Data extracted from a collection:
----

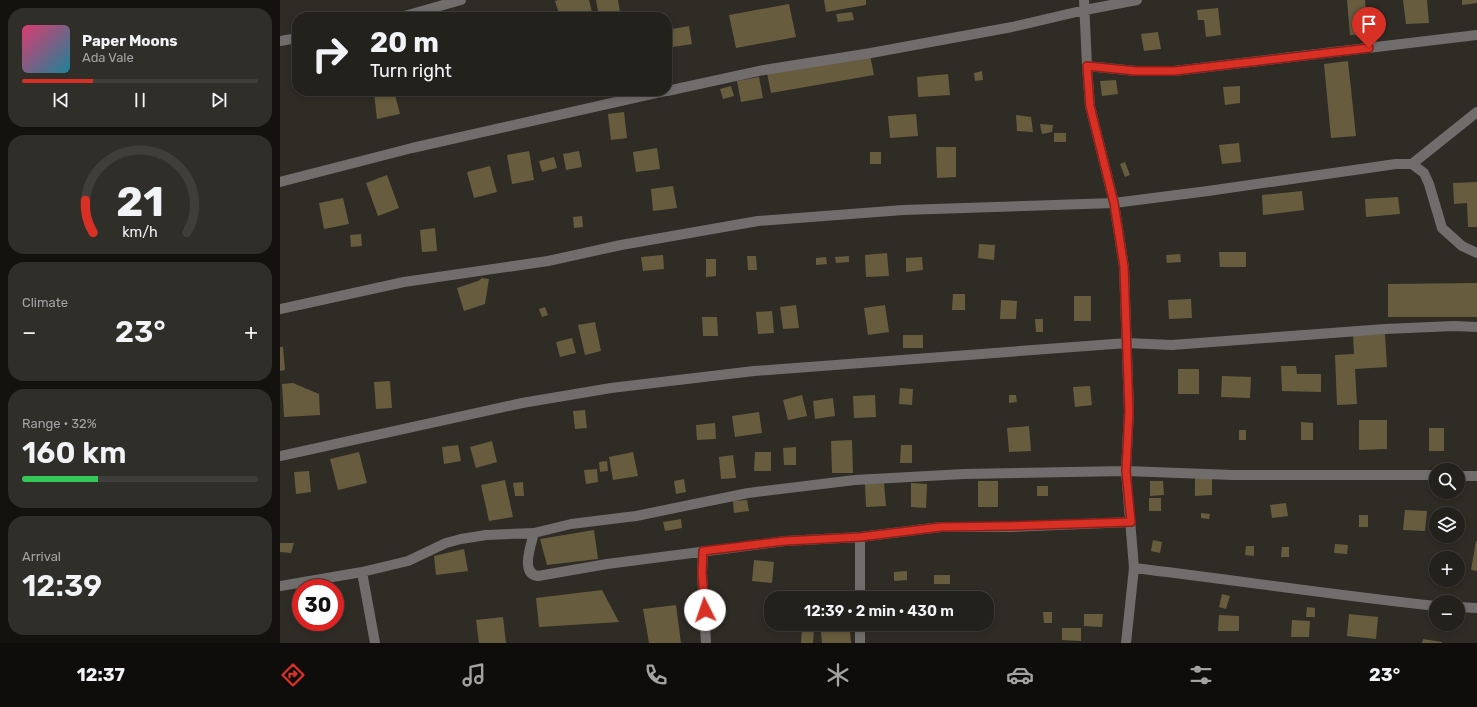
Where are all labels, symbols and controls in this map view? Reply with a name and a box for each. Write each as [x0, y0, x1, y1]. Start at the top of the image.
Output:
pin [1352, 7.0, 1386, 48]
icon: arrive [1358, 13, 1380, 35]
text: 20 m [370, 26, 439, 59]
icon: right [304, 28, 356, 80]
text: Paper Moons [82, 32, 178, 50]
text: Ada Vale [82, 50, 134, 65]
text: Turn right [370, 60, 452, 82]
icon: previous [50, 89, 72, 111]
icon: pause [129, 89, 151, 111]
icon: next [208, 89, 230, 111]
text: 21 [116, 176, 164, 225]
text: km/h [122, 223, 158, 240]
text: Climate [22, 295, 68, 310]
text: 23° [115, 314, 166, 350]
text: − [22, 319, 36, 346]
text: + [244, 319, 258, 346]
text: Range · 32% [22, 416, 97, 431]
text: 160 km [22, 435, 126, 471]
map controls [1429, 463, 1465, 631]
button: search [1429, 463, 1465, 499]
button: layers [1429, 507, 1465, 543]
text: Arrival [22, 549, 61, 564]
button: + [1429, 551, 1465, 587]
text: 12:39 [22, 568, 102, 604]
speed limit sign: 30 [292, 579, 344, 631]
position arrow [684, 589, 726, 631]
button: − [1429, 595, 1465, 631]
text: 12:39 · 2 min · 430 m [804, 602, 954, 620]
icon: directions [279, 661, 307, 689]
icon: music [460, 661, 488, 689]
icon: phone [642, 661, 670, 689]
icon: climate [824, 661, 852, 689]
icon: car [1006, 661, 1034, 689]
icon: filters [1187, 661, 1215, 689]
text: 12:37 [77, 664, 125, 686]
text: 23° [1369, 664, 1400, 686]

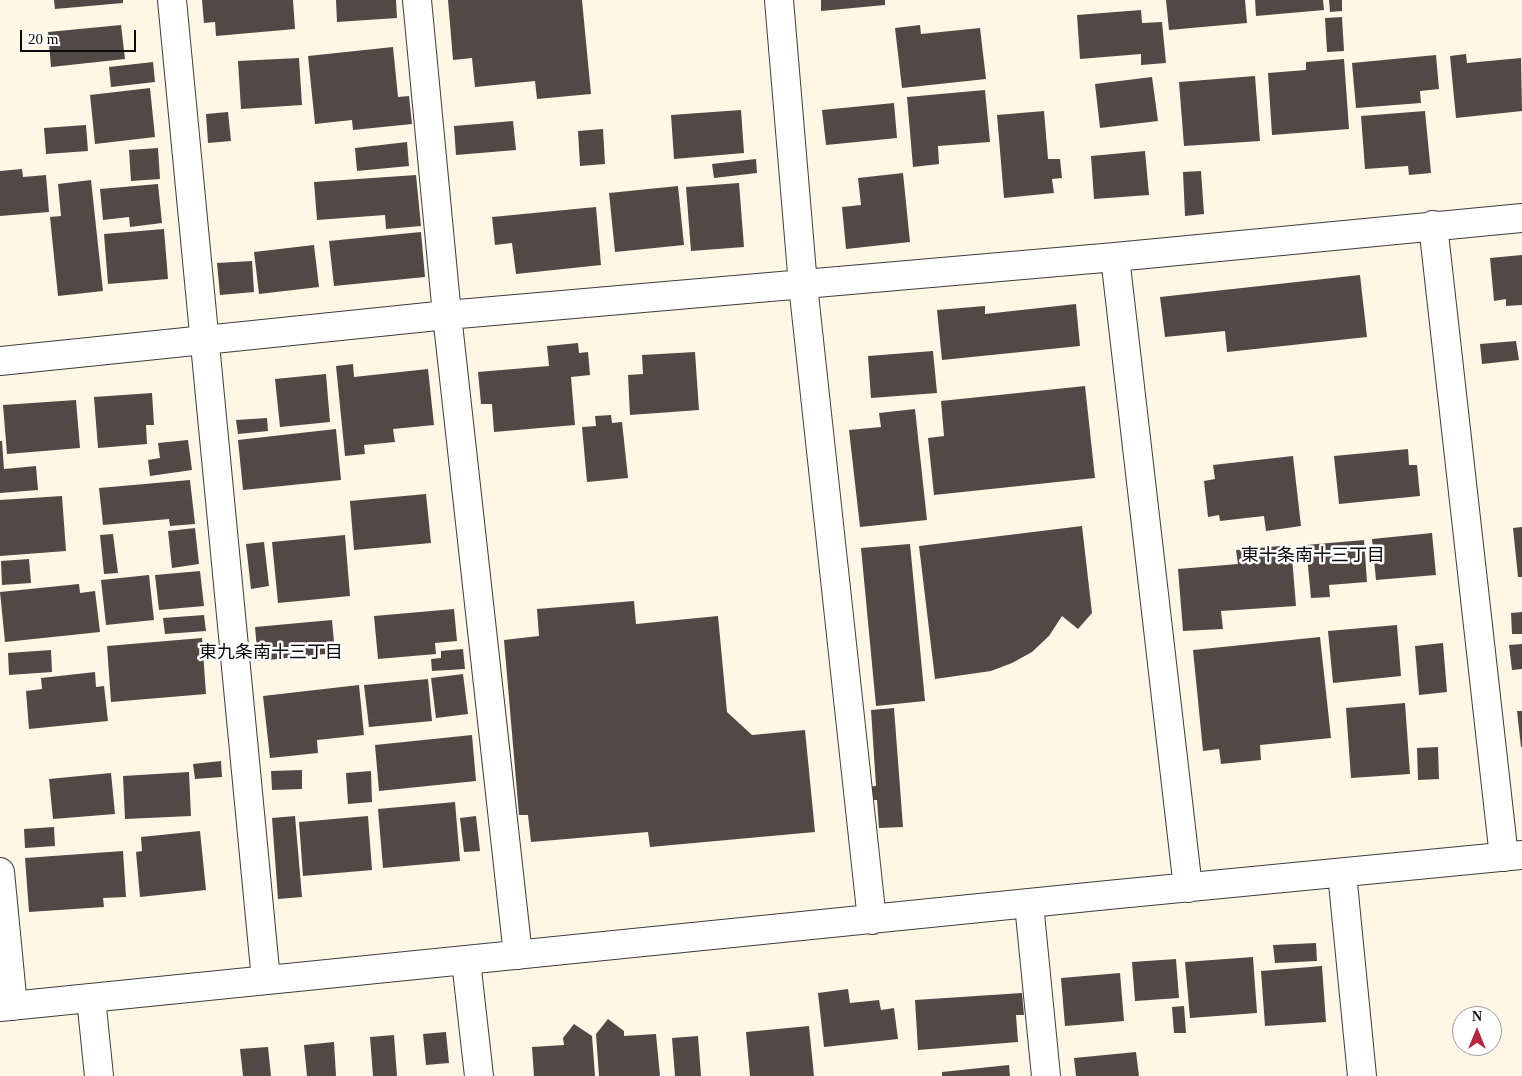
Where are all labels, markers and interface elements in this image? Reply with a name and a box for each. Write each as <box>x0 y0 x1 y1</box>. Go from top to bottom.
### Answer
scale bar <box>22 20 139 52</box>
text: 20 m <box>28 31 58 47</box>
district label: 東十条南十三丁目 <box>1241 543 1385 565</box>
district label: 東九条南十三丁目 <box>199 640 343 662</box>
north arrow <box>1452 1006 1502 1056</box>
text: N <box>1472 1009 1482 1024</box>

----

Problem to solve —
Print each record exactly as it stands, leaving the images out.

Response for this exercise —
Where are all labels, symbols and controls in this map view? Reply with a name and a box for each. Write each as [x0, y0, x1, y1]. Start at the top of the image.
Output:
pin [1352, 7.0, 1386, 48]
icon: arrive [1358, 13, 1380, 35]
text: 20 m [370, 26, 439, 59]
icon: right [304, 28, 356, 80]
text: Paper Moons [82, 32, 178, 50]
text: Ada Vale [82, 50, 134, 65]
text: Turn right [370, 60, 452, 82]
icon: previous [50, 89, 72, 111]
icon: pause [129, 89, 151, 111]
icon: next [208, 89, 230, 111]
text: 21 [116, 176, 164, 225]
text: km/h [122, 223, 158, 240]
text: Climate [22, 295, 68, 310]
text: 23° [115, 314, 166, 350]
text: − [22, 319, 36, 346]
text: + [244, 319, 258, 346]
text: Range · 32% [22, 416, 97, 431]
text: 160 km [22, 435, 126, 471]
map controls [1429, 463, 1465, 631]
button: search [1429, 463, 1465, 499]
button: layers [1429, 507, 1465, 543]
text: Arrival [22, 549, 61, 564]
button: + [1429, 551, 1465, 587]
text: 12:39 [22, 568, 102, 604]
speed limit sign: 30 [292, 579, 344, 631]
position arrow [684, 589, 726, 631]
button: − [1429, 595, 1465, 631]
text: 12:39 · 2 min · 430 m [804, 602, 954, 620]
icon: directions [279, 661, 307, 689]
icon: music [460, 661, 488, 689]
icon: phone [642, 661, 670, 689]
icon: climate [824, 661, 852, 689]
icon: car [1006, 661, 1034, 689]
icon: filters [1187, 661, 1215, 689]
text: 12:37 [77, 664, 125, 686]
text: 23° [1369, 664, 1400, 686]

Where are all labels, markers and interface elements in this image? Reply with a name and a box for each. Write each as <box>x0 y0 x1 y1</box>. Go from top to bottom.
### Answer
scale bar <box>22 20 139 52</box>
text: 20 m <box>28 31 58 47</box>
district label: 東十条南十三丁目 <box>1241 543 1385 565</box>
district label: 東九条南十三丁目 <box>199 640 343 662</box>
north arrow <box>1452 1006 1502 1056</box>
text: N <box>1472 1009 1482 1024</box>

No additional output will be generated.